- Task goal
Show me each line of the listing below where the word "JSON" appears.

- Provided data
———
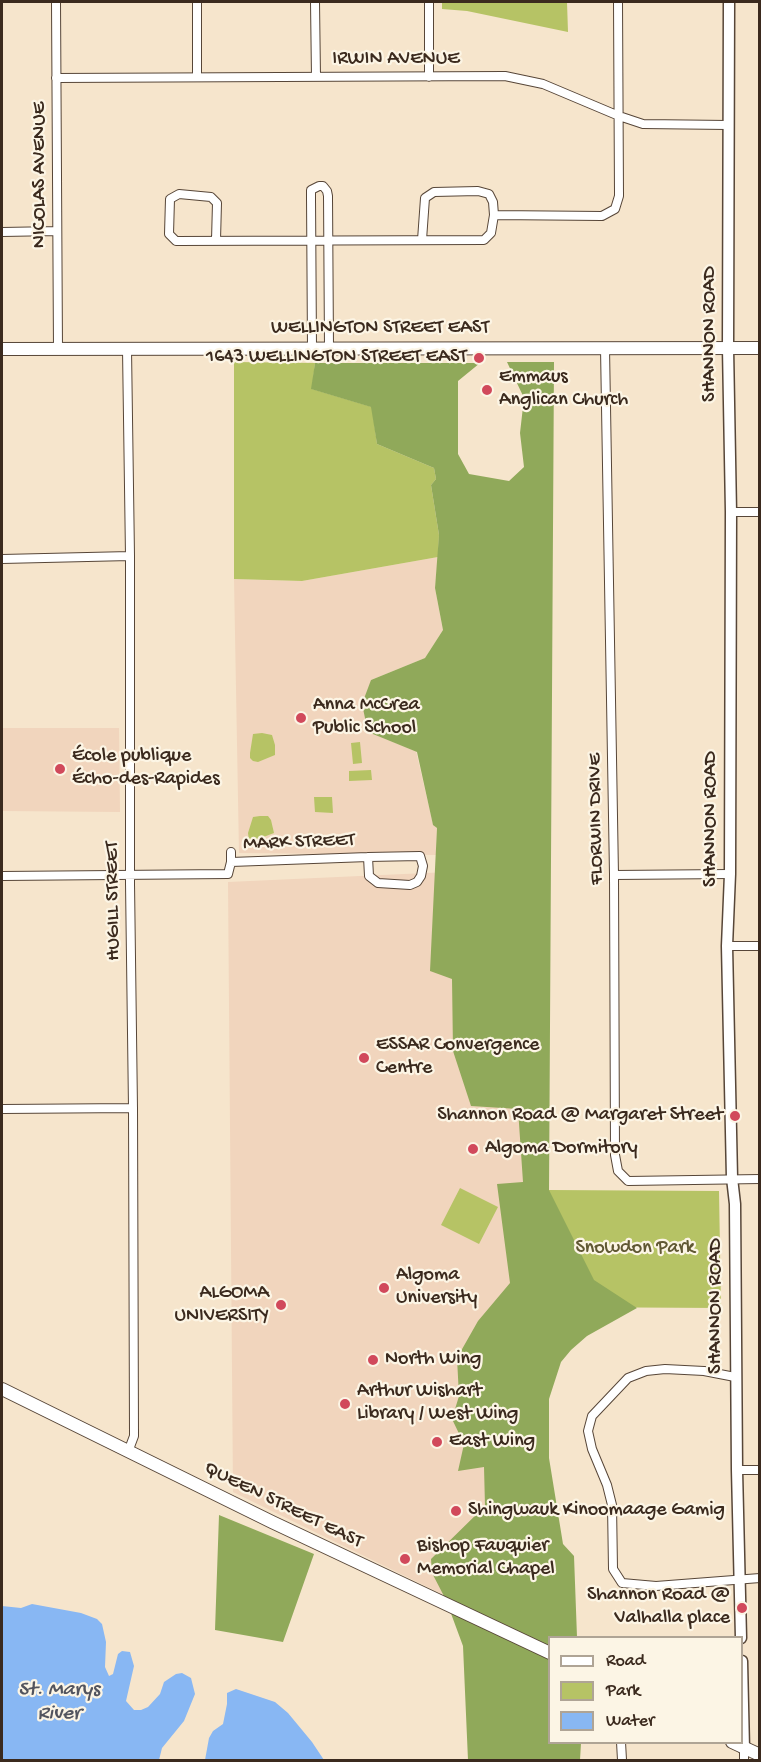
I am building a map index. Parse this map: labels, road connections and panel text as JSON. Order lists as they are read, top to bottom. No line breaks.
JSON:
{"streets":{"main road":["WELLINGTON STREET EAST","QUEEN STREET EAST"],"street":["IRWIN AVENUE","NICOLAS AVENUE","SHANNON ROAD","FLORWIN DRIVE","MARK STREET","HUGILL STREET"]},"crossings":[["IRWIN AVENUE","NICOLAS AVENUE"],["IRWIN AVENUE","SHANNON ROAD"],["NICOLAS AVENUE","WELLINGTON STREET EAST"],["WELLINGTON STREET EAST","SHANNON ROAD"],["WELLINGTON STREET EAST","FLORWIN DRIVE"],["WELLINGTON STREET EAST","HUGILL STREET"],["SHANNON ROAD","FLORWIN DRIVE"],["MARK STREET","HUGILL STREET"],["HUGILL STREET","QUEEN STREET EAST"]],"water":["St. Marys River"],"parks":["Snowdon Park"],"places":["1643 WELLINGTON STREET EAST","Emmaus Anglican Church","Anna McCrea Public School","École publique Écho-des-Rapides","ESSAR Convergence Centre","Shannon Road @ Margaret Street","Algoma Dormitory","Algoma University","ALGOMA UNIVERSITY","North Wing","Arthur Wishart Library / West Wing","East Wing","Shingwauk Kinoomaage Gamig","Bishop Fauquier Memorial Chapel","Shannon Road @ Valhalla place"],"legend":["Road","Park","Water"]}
———
- Answer for the task
I am building a map index. Parse this map: labels, road connections and panel text as JSON. Order lists as they are read, top to bottom. No line breaks.
JSON:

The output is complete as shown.